Desde la mañana de este viernes, las autoridades locales y las fuerzas de seguridad han elevado su nivel de alerta en toda la zona que rodea el paso de Bab Sebta. Se han movilizado importantes refuerzos, especialmente a lo largo de la costa, en el bosque de Belyounech, así como en los ejes que unen Fnideq con M’diq y Ksar Sghir.
Decenas de efectivos de las fuerzas del orden, apoyados por vehículos y patrullas mixtas de la Gendarmería Real, las Fuerzas Auxiliares y la Seguridad Nacional, han sido desplegados para impedir cualquier nuevo intento de aproximación a la valla alrededor del paso de Bab Sebta. Asimismo, se ha instalado un dispositivo de barreras metálicas en el litoral para bloquear cualquier paso por vía marítima.

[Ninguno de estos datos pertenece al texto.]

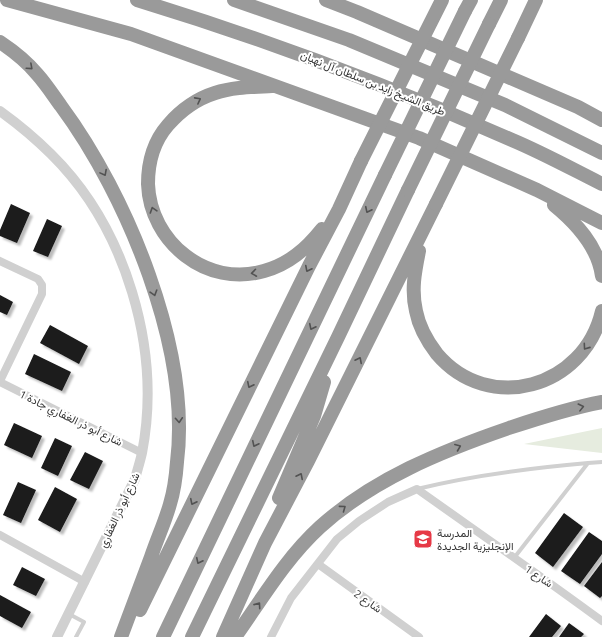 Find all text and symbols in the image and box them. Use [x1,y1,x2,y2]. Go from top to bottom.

Esta presencia de seguridad reforzada ha permitido un relativo retorno a la calma a lo largo del día, aunque las autoridades se mantienen en estado de alerta ante la posibilidad de nuevos movimientos durante la noche o a primera hora de la mañana del sábado, en un contexto de afluencia de jóvenes, a menudo menores, procedentes de distintas ciudades del Reino.
Entre Fnideq y el paso de Bab Sebta, las escenas de retorno se multiplican. Cientos, e incluso miles de jóvenes que habían logrado entrar en Sebta la víspera, emprenden el camino de vuelta.
Según varios testimonios recogidos sobre el terreno, la noche pasada en la ciudad ocupada se convirtió en una pesadilla. Los migrantes denuncian una falta total de alimento y agua, así como tensiones con algunos residentes. Muchos afirman haber tenido que dormir al raso, en condiciones precarias, e incluso algunos se refugiaron en tuberías de desagüe para protegerse.
El cierre de numerosos comercios, cafés y restaurantes en toda la ciudad agravó la situación, dejando a los recién llegados sin recursos. Varios testimonios dan cuenta de intentos infructuosos para obtener ayuda de vecinos o comerciantes.
Según el Gobierno español, más de 48.000 migrantes ya habían abandonado el enclave a finales de la tarde.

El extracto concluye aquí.